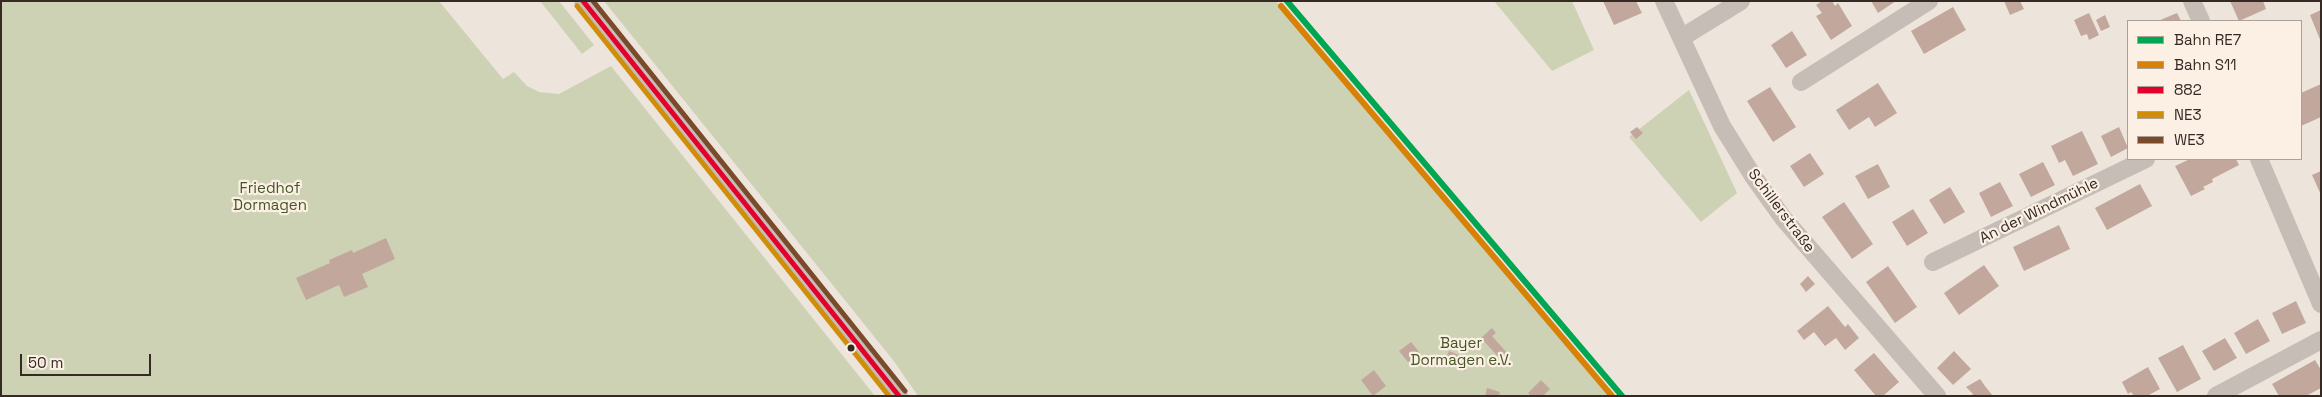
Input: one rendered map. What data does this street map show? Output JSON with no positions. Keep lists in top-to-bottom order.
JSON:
{
  "streets": {
    "street": ["Schillerstraße", "An der Windmühle"]
  },
  "parks": ["Friedhof Dormagen", "Bayer Dormagen e.V."],
  "lines": [
    "rail line RE7",
    "transit line 882",
    "transit line WE3",
    "rail line S11",
    "transit line NE3"
  ],
  "legend": [
    "Bahn RE7",
    "Bahn S11",
    "882",
    "NE3",
    "WE3"
  ],
  "scale_bar": "50 m"
}
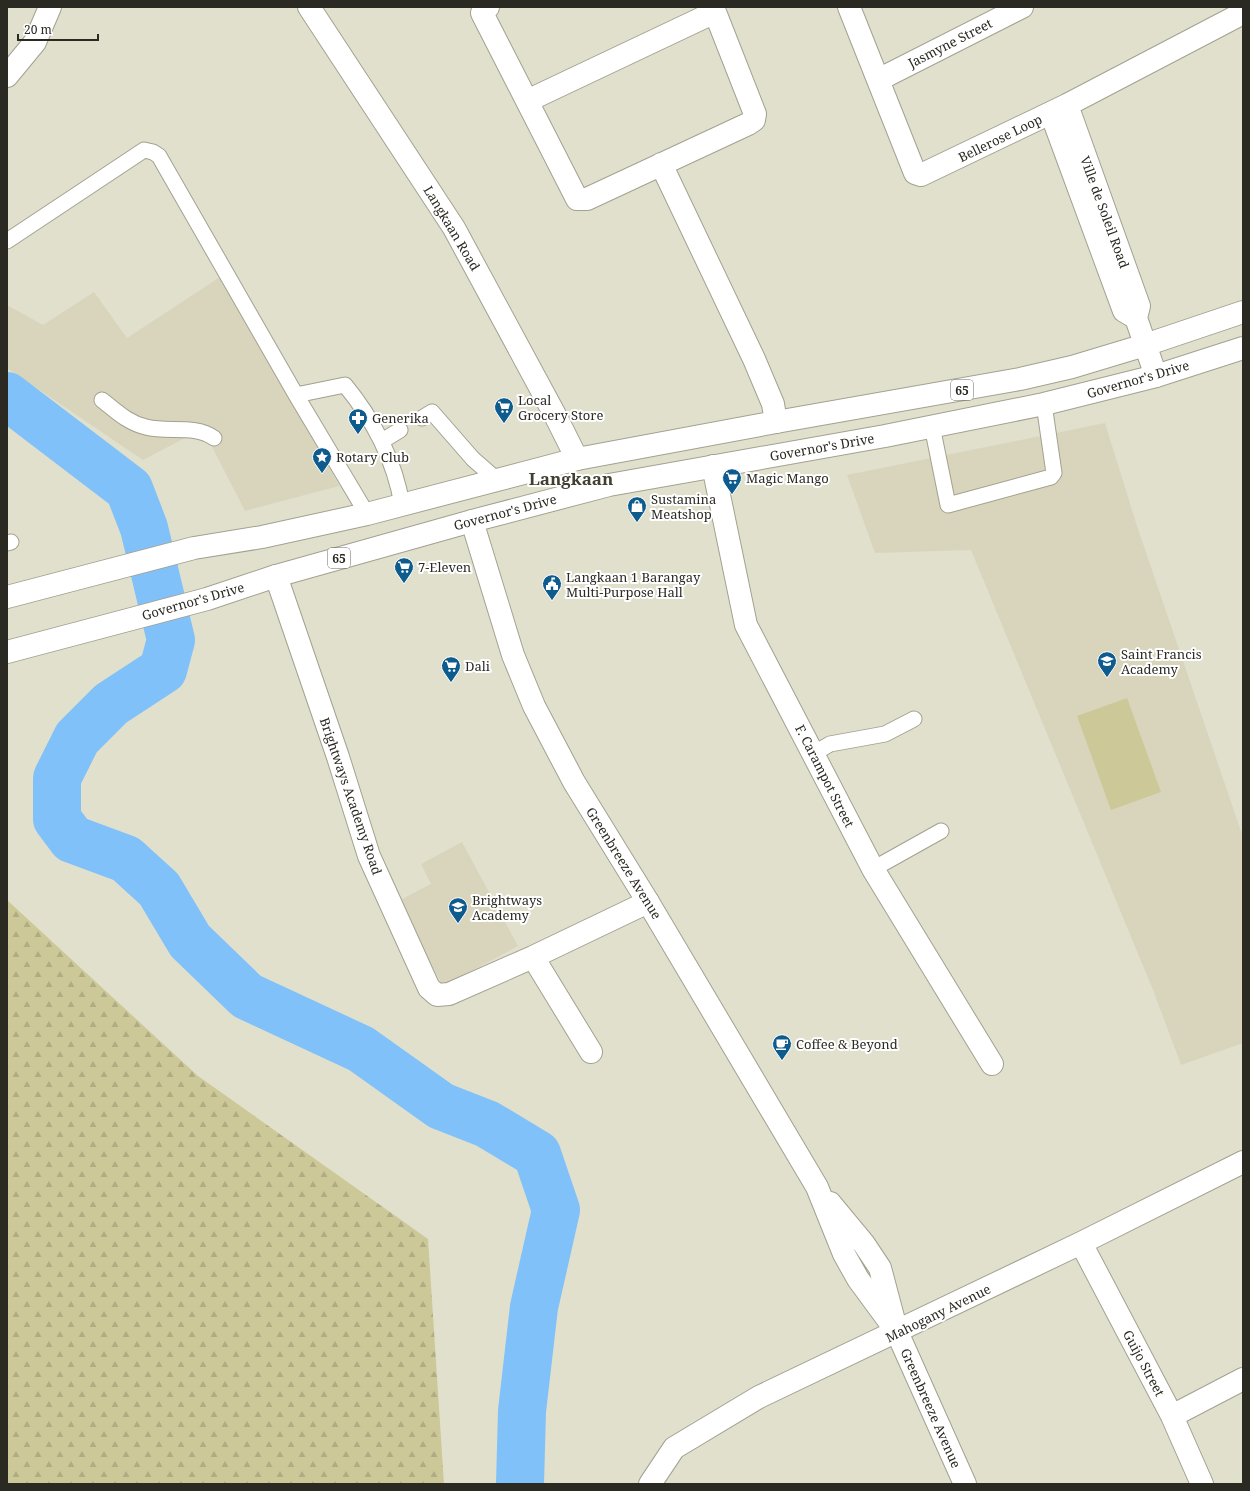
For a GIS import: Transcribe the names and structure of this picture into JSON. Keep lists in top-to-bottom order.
{
  "streets": {
    "street": [
      "Jasmyne Street",
      "Bellerose Loop",
      "Ville de Soleil Road",
      "Langkaan Road",
      "Governor's Drive",
      "65",
      "F. Carampot Street",
      "Brightways Academy Road",
      "Greenbreeze Avenue",
      "Mahogany Avenue",
      "Guijo Street"
    ]
  },
  "crossings": [
    ["Jasmyne Street", "Bellerose Loop"],
    ["Bellerose Loop", "Ville de Soleil Road"],
    ["Ville de Soleil Road", "Governor's Drive"],
    ["Ville de Soleil Road", "65"],
    ["Langkaan Road", "65"],
    ["Governor's Drive", "F. Carampot Street"],
    ["Governor's Drive", "Brightways Academy Road"],
    ["Governor's Drive", "Greenbreeze Avenue"],
    ["Brightways Academy Road", "Greenbreeze Avenue"],
    ["Greenbreeze Avenue", "Mahogany Avenue"],
    ["Mahogany Avenue", "Guijo Street"]
  ],
  "districts": ["Langkaan"],
  "places": {
    "supermarket": [
      "Local Grocery Store",
      "Magic Mango",
      "7-Eleven",
      "Dali"
    ],
    "pharmacy": ["Generika"],
    "place": ["Rotary Club"],
    "shop": ["Sustamina Meatshop"],
    "public building": ["Langkaan 1 Barangay Multi-Purpose Hall"],
    "school or university": ["Saint Francis Academy", "Brightways Academy"],
    "cafe": ["Coffee & Beyond"]
  },
  "scale_bar": "20 m"
}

- _Work task_:
Retype only the lines running from the line with "For a GIS import: Transcribe" to the end of the listing, including both of those lines.

- _Answer below_:
For a GIS import: Transcribe the names and structure of this picture into JSON. Keep lists in top-to-bottom order.
{
  "streets": {
    "street": [
      "Jasmyne Street",
      "Bellerose Loop",
      "Ville de Soleil Road",
      "Langkaan Road",
      "Governor's Drive",
      "65",
      "F. Carampot Street",
      "Brightways Academy Road",
      "Greenbreeze Avenue",
      "Mahogany Avenue",
      "Guijo Street"
    ]
  },
  "crossings": [
    ["Jasmyne Street", "Bellerose Loop"],
    ["Bellerose Loop", "Ville de Soleil Road"],
    ["Ville de Soleil Road", "Governor's Drive"],
    ["Ville de Soleil Road", "65"],
    ["Langkaan Road", "65"],
    ["Governor's Drive", "F. Carampot Street"],
    ["Governor's Drive", "Brightways Academy Road"],
    ["Governor's Drive", "Greenbreeze Avenue"],
    ["Brightways Academy Road", "Greenbreeze Avenue"],
    ["Greenbreeze Avenue", "Mahogany Avenue"],
    ["Mahogany Avenue", "Guijo Street"]
  ],
  "districts": ["Langkaan"],
  "places": {
    "supermarket": [
      "Local Grocery Store",
      "Magic Mango",
      "7-Eleven",
      "Dali"
    ],
    "pharmacy": ["Generika"],
    "place": ["Rotary Club"],
    "shop": ["Sustamina Meatshop"],
    "public building": ["Langkaan 1 Barangay Multi-Purpose Hall"],
    "school or university": ["Saint Francis Academy", "Brightways Academy"],
    "cafe": ["Coffee & Beyond"]
  },
  "scale_bar": "20 m"
}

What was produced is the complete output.